■ **Description of the task**: Each record is to be copied exactly as written.

■ **Input records**:
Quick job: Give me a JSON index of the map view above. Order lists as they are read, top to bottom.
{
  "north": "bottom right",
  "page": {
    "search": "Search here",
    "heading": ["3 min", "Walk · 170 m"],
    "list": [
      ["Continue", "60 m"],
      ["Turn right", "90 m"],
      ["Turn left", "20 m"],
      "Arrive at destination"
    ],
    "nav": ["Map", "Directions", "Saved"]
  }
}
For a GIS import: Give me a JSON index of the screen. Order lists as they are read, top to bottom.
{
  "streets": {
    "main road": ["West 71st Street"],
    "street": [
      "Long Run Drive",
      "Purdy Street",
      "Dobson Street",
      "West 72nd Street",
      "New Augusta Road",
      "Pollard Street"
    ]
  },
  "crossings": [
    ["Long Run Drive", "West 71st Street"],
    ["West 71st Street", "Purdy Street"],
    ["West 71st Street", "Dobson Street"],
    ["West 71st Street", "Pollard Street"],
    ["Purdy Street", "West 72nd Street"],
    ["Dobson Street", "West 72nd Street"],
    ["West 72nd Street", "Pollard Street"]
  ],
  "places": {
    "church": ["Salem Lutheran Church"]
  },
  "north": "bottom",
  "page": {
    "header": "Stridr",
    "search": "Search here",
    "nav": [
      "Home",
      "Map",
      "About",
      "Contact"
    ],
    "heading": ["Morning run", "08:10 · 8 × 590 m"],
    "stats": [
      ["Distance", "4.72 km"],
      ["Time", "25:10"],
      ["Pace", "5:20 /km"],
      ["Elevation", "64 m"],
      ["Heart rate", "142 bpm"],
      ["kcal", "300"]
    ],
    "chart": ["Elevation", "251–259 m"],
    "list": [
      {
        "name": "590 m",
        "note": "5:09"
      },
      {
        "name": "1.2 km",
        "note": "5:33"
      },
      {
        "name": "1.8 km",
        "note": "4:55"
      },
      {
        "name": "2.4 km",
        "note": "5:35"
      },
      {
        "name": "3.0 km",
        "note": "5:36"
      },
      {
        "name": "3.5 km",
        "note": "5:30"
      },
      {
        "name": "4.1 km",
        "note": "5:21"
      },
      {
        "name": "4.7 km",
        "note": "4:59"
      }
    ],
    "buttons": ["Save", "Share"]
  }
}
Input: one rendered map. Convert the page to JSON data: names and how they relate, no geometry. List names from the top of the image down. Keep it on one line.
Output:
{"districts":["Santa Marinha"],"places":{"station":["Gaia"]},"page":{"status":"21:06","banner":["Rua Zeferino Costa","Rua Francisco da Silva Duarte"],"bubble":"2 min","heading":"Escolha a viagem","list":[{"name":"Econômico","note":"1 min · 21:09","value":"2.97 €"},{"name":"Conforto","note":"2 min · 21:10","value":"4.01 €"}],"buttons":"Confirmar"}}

■ **Answer section**:
Quick job: Give me a JSON index of the map view above. Order lists as they are read, top to bottom.
{
  "north": "bottom right",
  "page": {
    "search": "Search here",
    "heading": ["3 min", "Walk · 170 m"],
    "list": [
      ["Continue", "60 m"],
      ["Turn right", "90 m"],
      ["Turn left", "20 m"],
      "Arrive at destination"
    ],
    "nav": ["Map", "Directions", "Saved"]
  }
}
For a GIS import: Give me a JSON index of the screen. Order lists as they are read, top to bottom.
{
  "streets": {
    "main road": ["West 71st Street"],
    "street": [
      "Long Run Drive",
      "Purdy Street",
      "Dobson Street",
      "West 72nd Street",
      "New Augusta Road",
      "Pollard Street"
    ]
  },
  "crossings": [
    ["Long Run Drive", "West 71st Street"],
    ["West 71st Street", "Purdy Street"],
    ["West 71st Street", "Dobson Street"],
    ["West 71st Street", "Pollard Street"],
    ["Purdy Street", "West 72nd Street"],
    ["Dobson Street", "West 72nd Street"],
    ["West 72nd Street", "Pollard Street"]
  ],
  "places": {
    "church": ["Salem Lutheran Church"]
  },
  "north": "bottom",
  "page": {
    "header": "Stridr",
    "search": "Search here",
    "nav": [
      "Home",
      "Map",
      "About",
      "Contact"
    ],
    "heading": ["Morning run", "08:10 · 8 × 590 m"],
    "stats": [
      ["Distance", "4.72 km"],
      ["Time", "25:10"],
      ["Pace", "5:20 /km"],
      ["Elevation", "64 m"],
      ["Heart rate", "142 bpm"],
      ["kcal", "300"]
    ],
    "chart": ["Elevation", "251–259 m"],
    "list": [
      {
        "name": "590 m",
        "note": "5:09"
      },
      {
        "name": "1.2 km",
        "note": "5:33"
      },
      {
        "name": "1.8 km",
        "note": "4:55"
      },
      {
        "name": "2.4 km",
        "note": "5:35"
      },
      {
        "name": "3.0 km",
        "note": "5:36"
      },
      {
        "name": "3.5 km",
        "note": "5:30"
      },
      {
        "name": "4.1 km",
        "note": "5:21"
      },
      {
        "name": "4.7 km",
        "note": "4:59"
      }
    ],
    "buttons": ["Save", "Share"]
  }
}
Input: one rendered map. Convert the page to JSON data: names and how they relate, no geometry. List names from the top of the image down. Keep it on one line.
Output:
{"districts":["Santa Marinha"],"places":{"station":["Gaia"]},"page":{"status":"21:06","banner":["Rua Zeferino Costa","Rua Francisco da Silva Duarte"],"bubble":"2 min","heading":"Escolha a viagem","list":[{"name":"Econômico","note":"1 min · 21:09","value":"2.97 €"},{"name":"Conforto","note":"2 min · 21:10","value":"4.01 €"}],"buttons":"Confirmar"}}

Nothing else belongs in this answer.